Map<Route, Long> routesCounted = routes.stream()
                .collect(Collectors.groupingBy(gr -> gr, Collectors.counting()));

And the Route class:

public class Route implements Comparable<Route> {
    private long lastUpdated;
    private Cell startCell;
    private Cell endCell;
    private int dropOffSize;

    public Route(Cell startCell, Cell endCell, long lastUpdated) {
        this.startCell = startCell;
        this.endCell = endCell;
        this.lastUpdated = lastUpdated;
    }

    public long getLastUpdated() {
        return this.lastUpdated;
    }

    public void setLastUpdated(long lastUpdated) {
        this.lastUpdated = lastUpdated;
    }

    public Cell getStartCell() {
        return startCell;
    }

    public void setStartCell(Cell startCell) {
        this.startCell = startCell;
    }

    public Cell getEndCell() {
        return endCell;
    }

    public void setEndCell(Cell endCell) {
        this.endCell = endCell;
    }

    public int getDropOffSize() {
        return this.dropOffSize;
    }

    public void setDropOffSize(int dropOffSize) {
        this.dropOffSize = dropOffSize;
    }

    @Override
    /**
     * Compute hash code by using Apache Commons Lang HashCodeBuilder.
     */
    public int hashCode() {
        return new HashCodeBuilder(43, 59)
                .append(this.startCell)
                .append(this.endCell)
                .toHashCode();
    }

    @Override
    /**
     * Compute equals by using Apache Commons Lang EqualsBuilder.
     */
    public boolean equals(Object obj) {
        if (!(obj instanceof Route))
            return false;
        if (obj == this)
            return true;

        Route route = (Route) obj;
        return new EqualsBuilder()
                .append(this.startCell, route.startCell)
                .append(this.endCell, route.endCell)
                .isEquals();
    }

    @Override
    public int compareTo(Route route) {
        if (this.dropOffSize < route.dropOffSize)
            return -1;
        else if (this.dropOffSize > route.dropOffSize)
            return 1;
        else {
                // if contains drop off timestamps, order by last timestamp in drop off
                // the highest timestamp has preceding
            if (this.lastUpdated < route.lastUpdated)
                return -1;
            else if (this.lastUpdated > route.lastUpdated)
                return 1;
            else
                return 0;
        }
    }
}

What I would like to additionally achieve is that the key for each group would be the one with the largest lastUpdated value.
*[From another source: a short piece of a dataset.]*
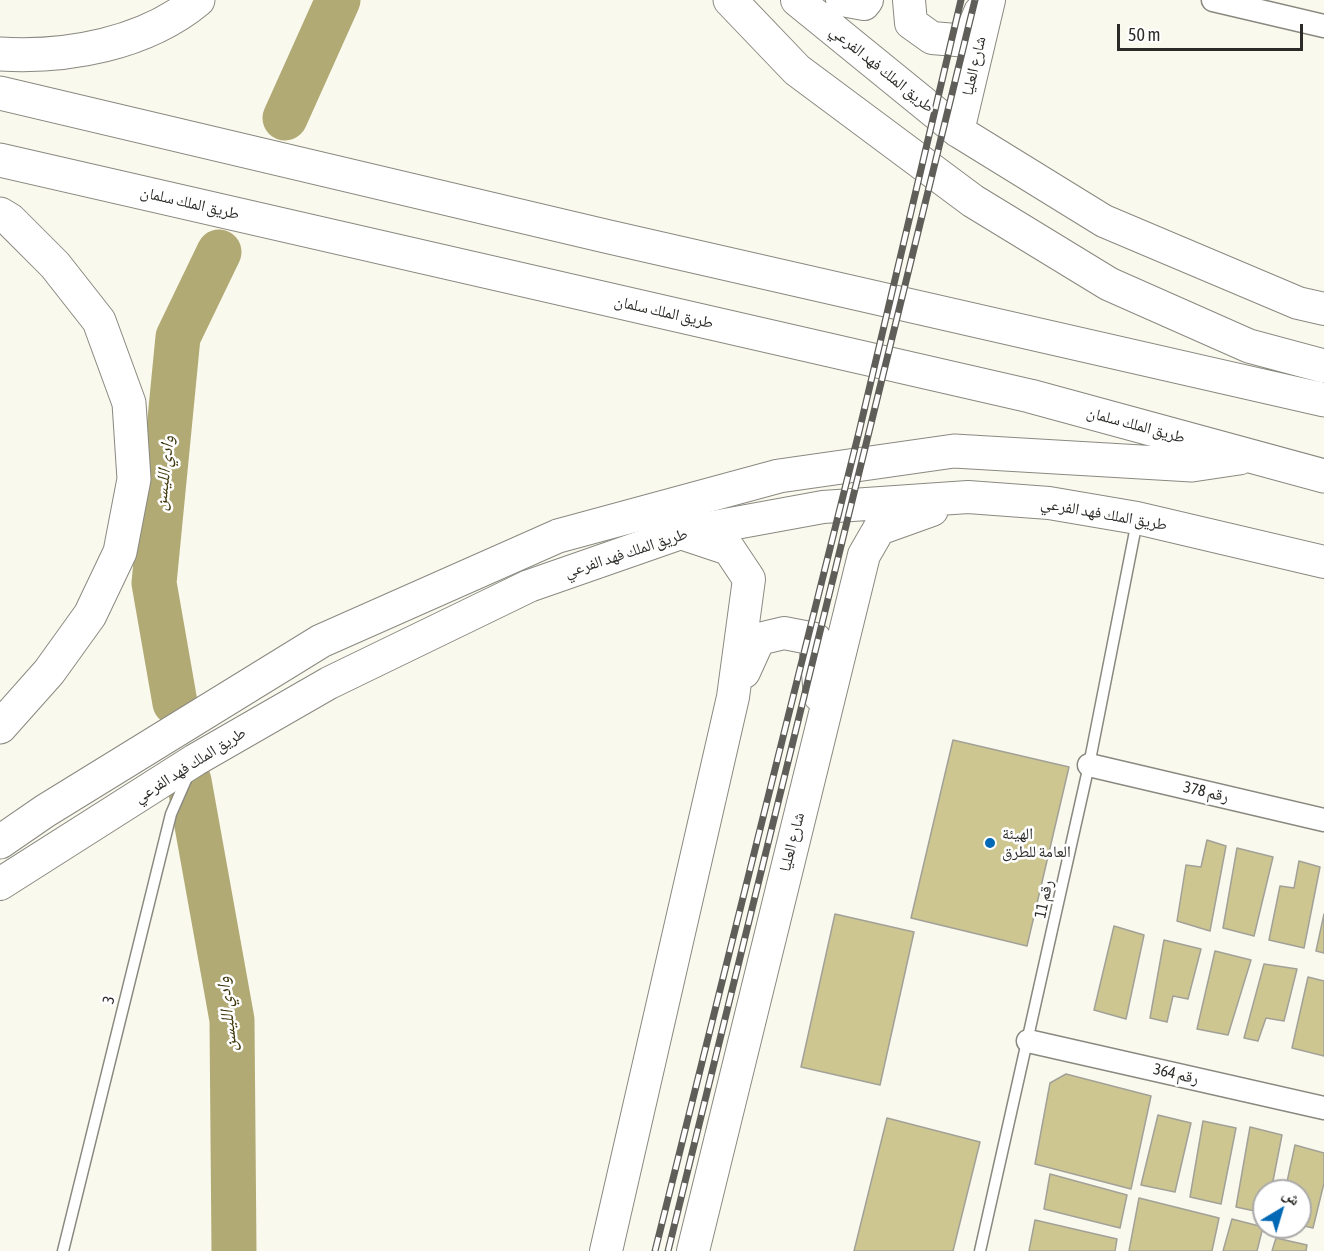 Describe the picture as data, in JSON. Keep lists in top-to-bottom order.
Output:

I was already looking at this solution but I do not know how to combine the counting and grouping by value and Route maximum lastUpdated value. Here is the example data of what I want to achieve:

EXAMPLE:

List<Route> routes = new ArrayList<>();
routes.add(new Route(new Cell(1, 2), new Cell(2, 1), 1200L));
routes.add(new Route(new Cell(3, 2), new Cell(2, 5), 1800L));
routes.add(new Route(new Cell(1, 2), new Cell(2, 1), 1700L));

SHOULD BE CONVERTED TO:

Map<Route, Long> routesCounted = new HashMap<>();
routesCounted.put(new Route(new Cell(1, 2), new Cell(2, 1), 1700L), 2);
routesCounted.put(new Route(new Cell(3, 2), new Cell(2, 5), 1800L), 1);

Notice that the key for mapping, which counted 2 Routes is the one with the largest lastUpdated value.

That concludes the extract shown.